___ AVAILABLE DATA

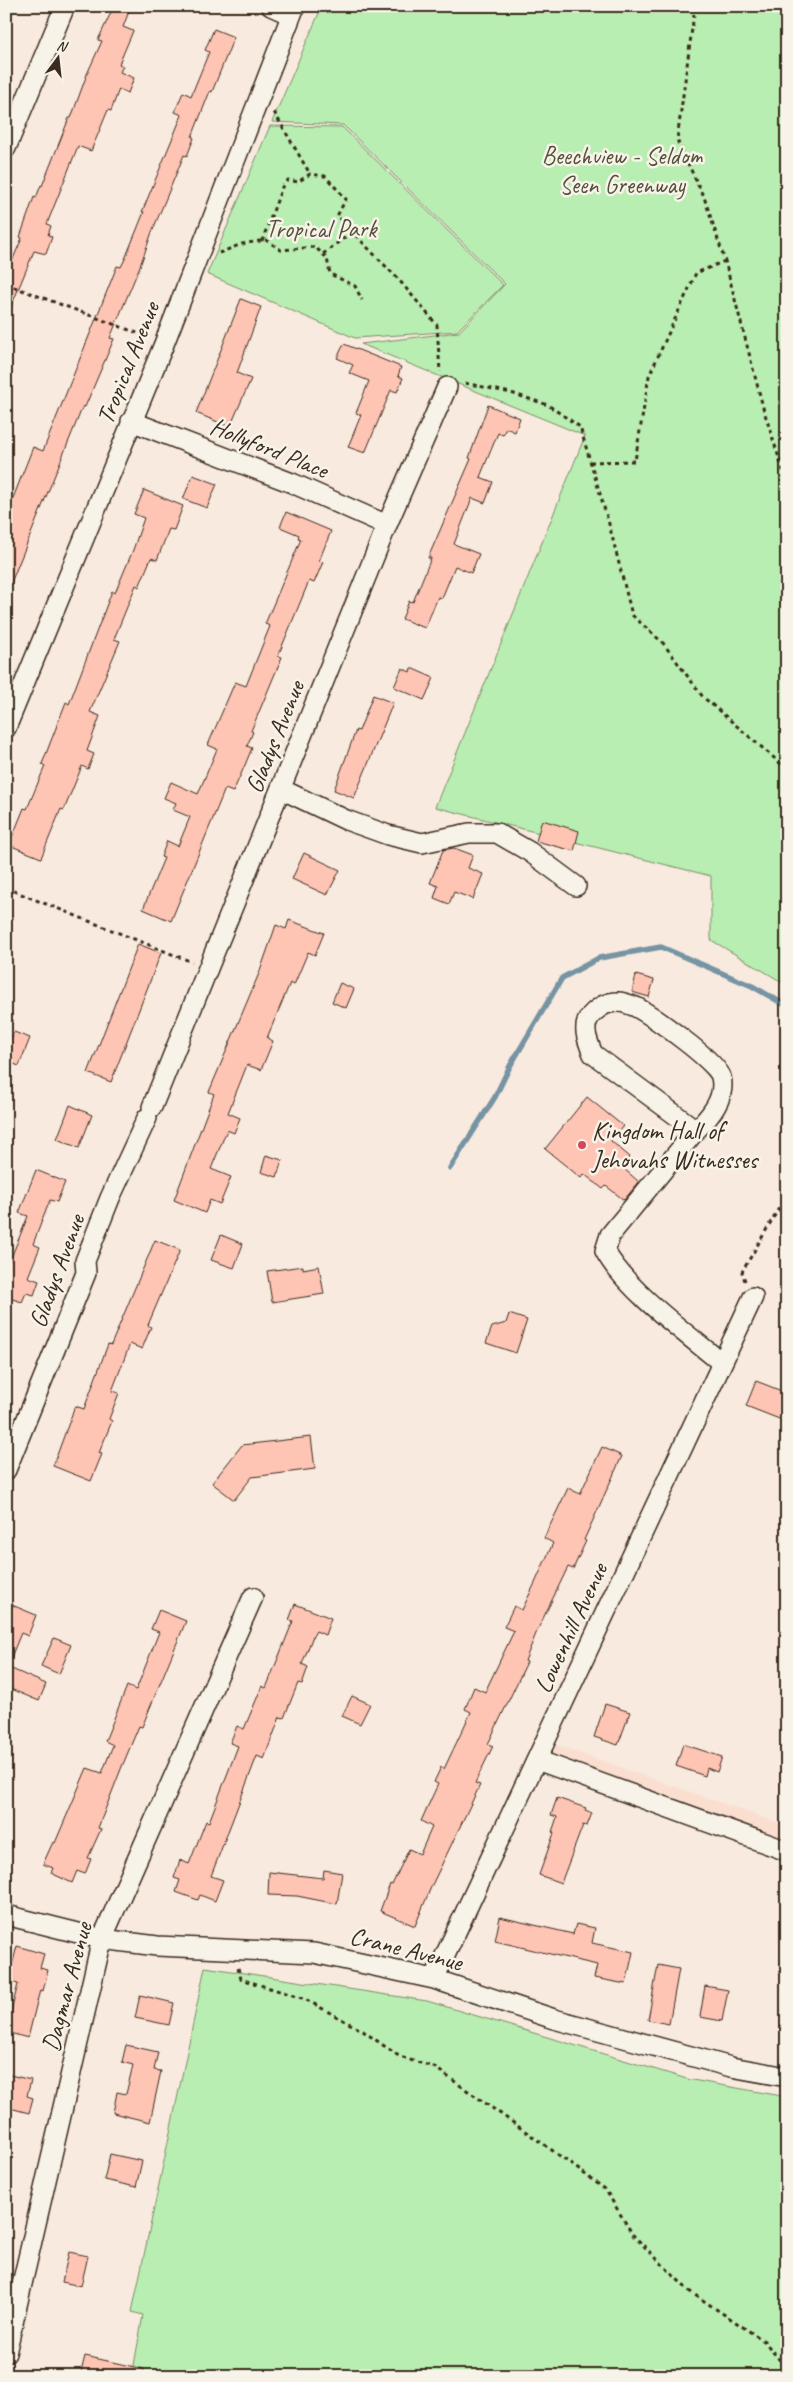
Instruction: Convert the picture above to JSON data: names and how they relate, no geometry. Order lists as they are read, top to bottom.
{
  "streets": {
    "street": [
      "Tropical Avenue",
      "Hollyford Place",
      "Gladys Avenue",
      "Lowenhill Avenue",
      "Crane Avenue",
      "Dagmar Avenue"
    ]
  },
  "crossings": [
    ["Tropical Avenue", "Hollyford Place"],
    ["Hollyford Place", "Gladys Avenue"],
    ["Lowenhill Avenue", "Crane Avenue"],
    ["Crane Avenue", "Dagmar Avenue"]
  ],
  "parks": ["Beechview - Seldom Seen Greenway", "Tropical Park"],
  "places": ["Kingdom Hall of Jehovahs Witnesses"],
  "north": "top"
}
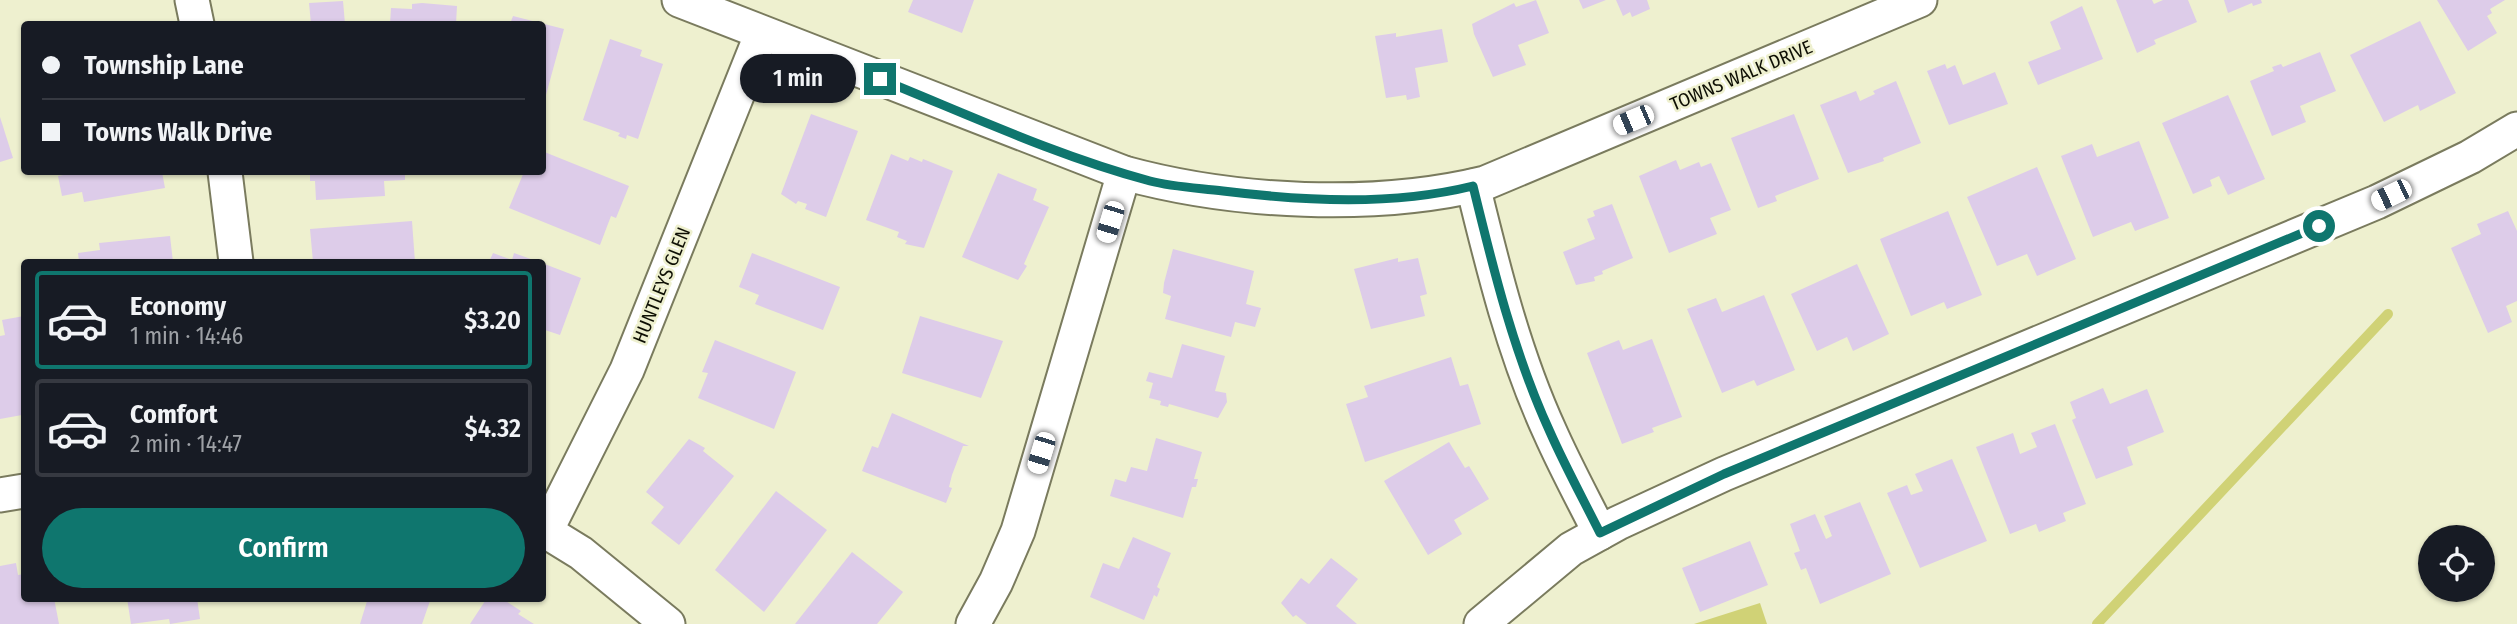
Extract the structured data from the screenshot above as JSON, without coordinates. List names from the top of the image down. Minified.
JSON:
{"streets":{"street":["TOWNS WALK DRIVE","HUNTLEYS GLEN"]},"crossings":[["TOWNS WALK DRIVE","HUNTLEYS GLEN"]],"page":{"banner":["Township Lane","Towns Walk Drive"],"bubble":"1 min","list":[{"name":"Economy","note":"1 min · 14:46","value":"$3.20"},{"name":"Comfort","note":"2 min · 14:47","value":"$4.32"}],"buttons":"Confirm"}}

______

> _WHAT TO WORK ON_
The response is the full listing, copied exactly, with the pictures omitted.

> _REPLY TO THE TASK_
Instruction: Convert the picture above to JSON data: names and how they relate, no geometry. Order lists as they are read, top to bottom.
{
  "streets": {
    "street": [
      "Tropical Avenue",
      "Hollyford Place",
      "Gladys Avenue",
      "Lowenhill Avenue",
      "Crane Avenue",
      "Dagmar Avenue"
    ]
  },
  "crossings": [
    ["Tropical Avenue", "Hollyford Place"],
    ["Hollyford Place", "Gladys Avenue"],
    ["Lowenhill Avenue", "Crane Avenue"],
    ["Crane Avenue", "Dagmar Avenue"]
  ],
  "parks": ["Beechview - Seldom Seen Greenway", "Tropical Park"],
  "places": ["Kingdom Hall of Jehovahs Witnesses"],
  "north": "top"
}
Extract the structured data from the screenshot above as JSON, without coordinates. List names from the top of the image down. Minified.
JSON:
{"streets":{"street":["TOWNS WALK DRIVE","HUNTLEYS GLEN"]},"crossings":[["TOWNS WALK DRIVE","HUNTLEYS GLEN"]],"page":{"banner":["Township Lane","Towns Walk Drive"],"bubble":"1 min","list":[{"name":"Economy","note":"1 min · 14:46","value":"$3.20"},{"name":"Comfort","note":"2 min · 14:47","value":"$4.32"}],"buttons":"Confirm"}}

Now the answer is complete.